▶ [ASSIGNMENT] Copy out each entry below verbatim, skipping the images.

▶ [MATERIAL FOR THE TASK]
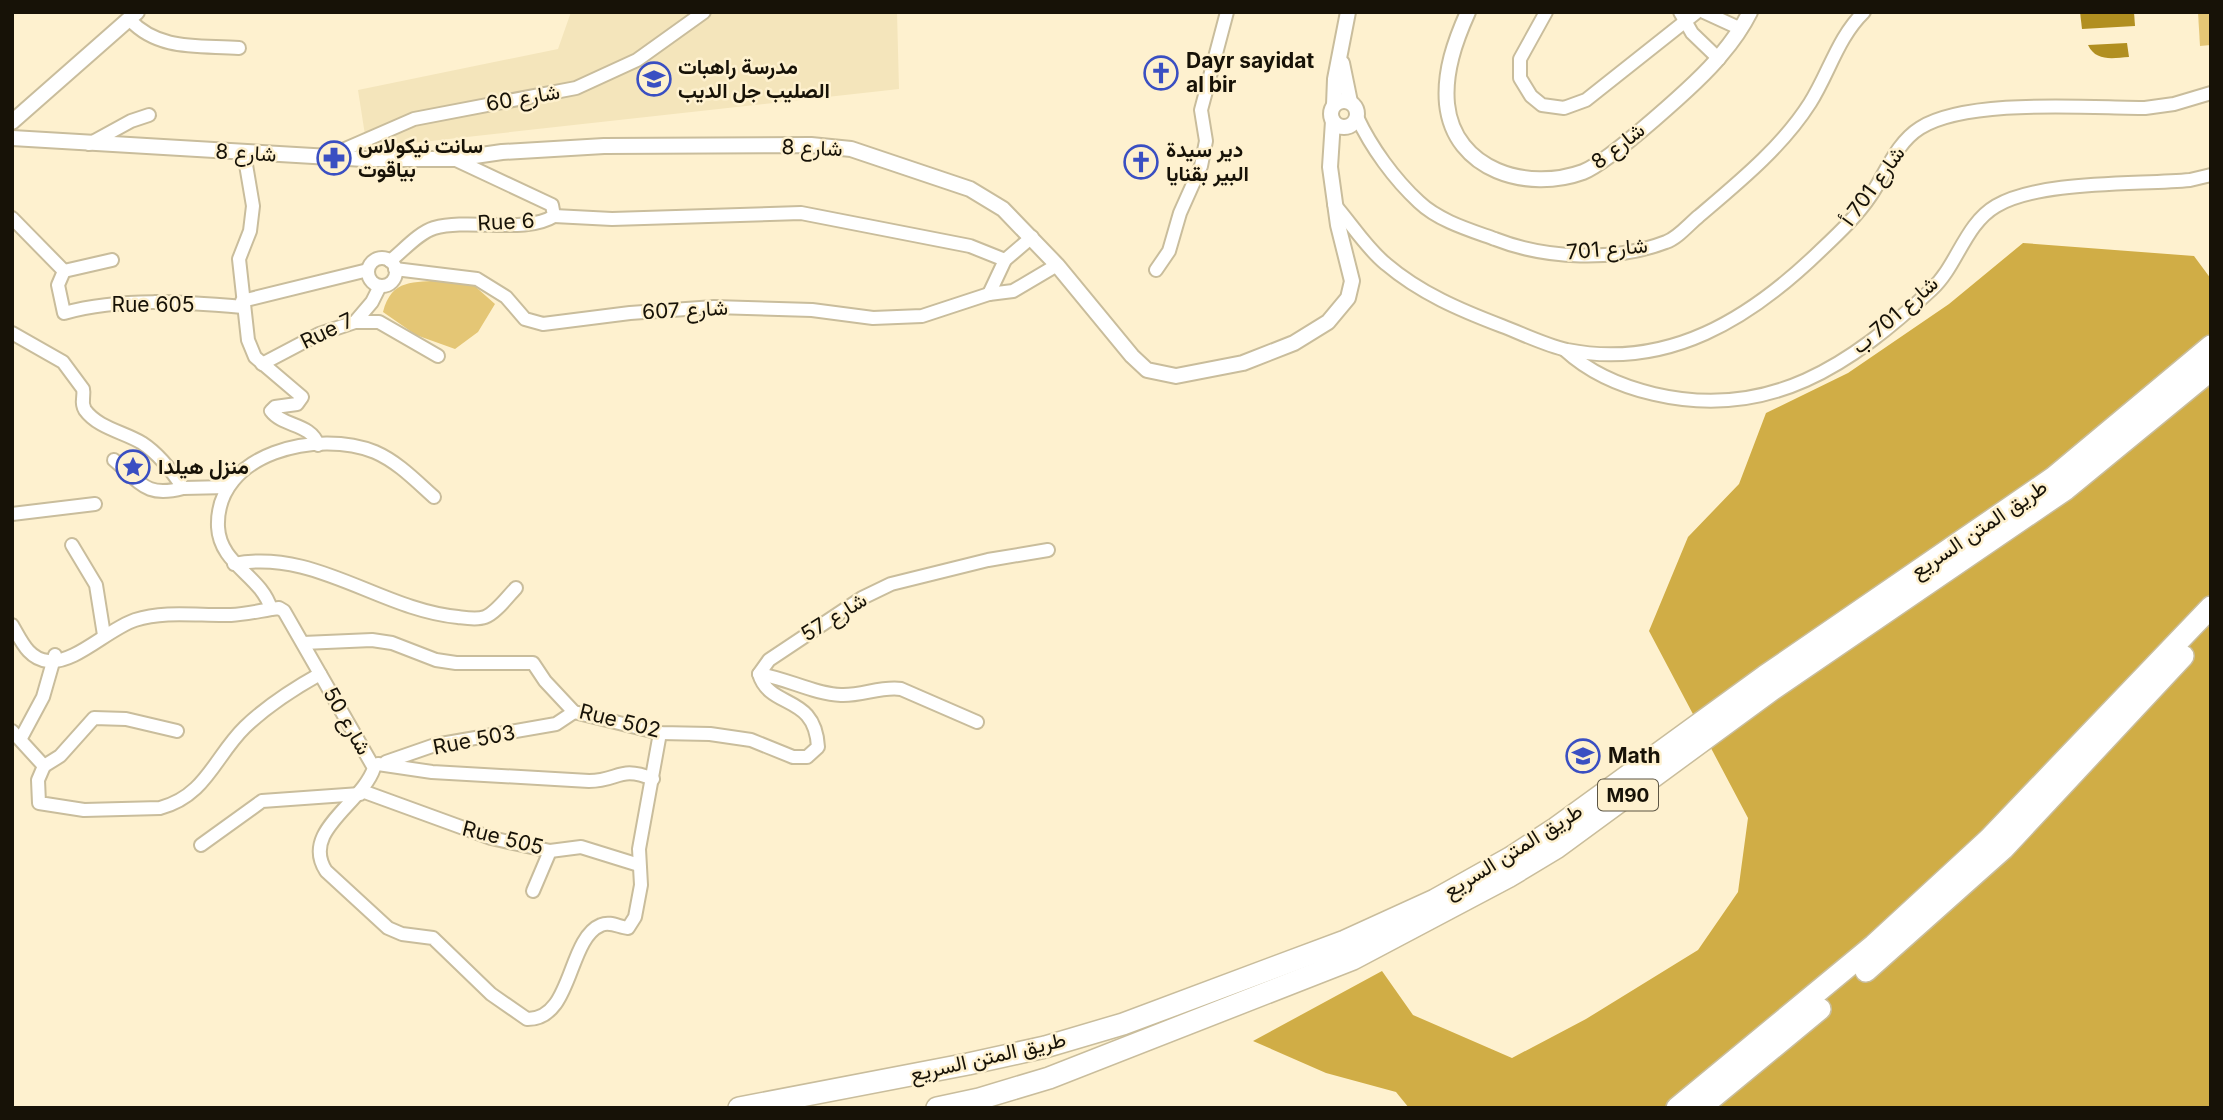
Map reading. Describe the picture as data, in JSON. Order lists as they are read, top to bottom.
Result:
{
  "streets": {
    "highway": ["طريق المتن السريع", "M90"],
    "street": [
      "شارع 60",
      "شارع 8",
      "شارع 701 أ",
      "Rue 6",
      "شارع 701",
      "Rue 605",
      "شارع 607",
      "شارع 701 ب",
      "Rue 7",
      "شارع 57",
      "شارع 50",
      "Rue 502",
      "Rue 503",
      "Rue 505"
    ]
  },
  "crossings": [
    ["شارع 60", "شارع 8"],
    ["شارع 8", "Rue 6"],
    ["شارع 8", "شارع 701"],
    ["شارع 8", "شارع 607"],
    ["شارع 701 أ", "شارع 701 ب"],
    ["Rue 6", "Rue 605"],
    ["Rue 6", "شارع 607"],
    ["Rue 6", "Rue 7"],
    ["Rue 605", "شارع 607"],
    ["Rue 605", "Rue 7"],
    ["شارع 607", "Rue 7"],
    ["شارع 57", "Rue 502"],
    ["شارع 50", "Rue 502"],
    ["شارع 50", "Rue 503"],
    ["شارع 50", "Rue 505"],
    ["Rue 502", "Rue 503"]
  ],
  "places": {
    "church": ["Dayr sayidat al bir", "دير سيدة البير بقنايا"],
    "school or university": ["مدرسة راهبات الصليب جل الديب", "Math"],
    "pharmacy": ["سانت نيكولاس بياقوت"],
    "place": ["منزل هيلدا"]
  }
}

▶ [SOLUTION BELOW]
Map reading. Describe the picture as data, in JSON. Order lists as they are read, top to bottom.
Result:
{
  "streets": {
    "highway": ["طريق المتن السريع", "M90"],
    "street": [
      "شارع 60",
      "شارع 8",
      "شارع 701 أ",
      "Rue 6",
      "شارع 701",
      "Rue 605",
      "شارع 607",
      "شارع 701 ب",
      "Rue 7",
      "شارع 57",
      "شارع 50",
      "Rue 502",
      "Rue 503",
      "Rue 505"
    ]
  },
  "crossings": [
    ["شارع 60", "شارع 8"],
    ["شارع 8", "Rue 6"],
    ["شارع 8", "شارع 701"],
    ["شارع 8", "شارع 607"],
    ["شارع 701 أ", "شارع 701 ب"],
    ["Rue 6", "Rue 605"],
    ["Rue 6", "شارع 607"],
    ["Rue 6", "Rue 7"],
    ["Rue 605", "شارع 607"],
    ["Rue 605", "Rue 7"],
    ["شارع 607", "Rue 7"],
    ["شارع 57", "Rue 502"],
    ["شارع 50", "Rue 502"],
    ["شارع 50", "Rue 503"],
    ["شارع 50", "Rue 505"],
    ["Rue 502", "Rue 503"]
  ],
  "places": {
    "church": ["Dayr sayidat al bir", "دير سيدة البير بقنايا"],
    "school or university": ["مدرسة راهبات الصليب جل الديب", "Math"],
    "pharmacy": ["سانت نيكولاس بياقوت"],
    "place": ["منزل هيلدا"]
  }
}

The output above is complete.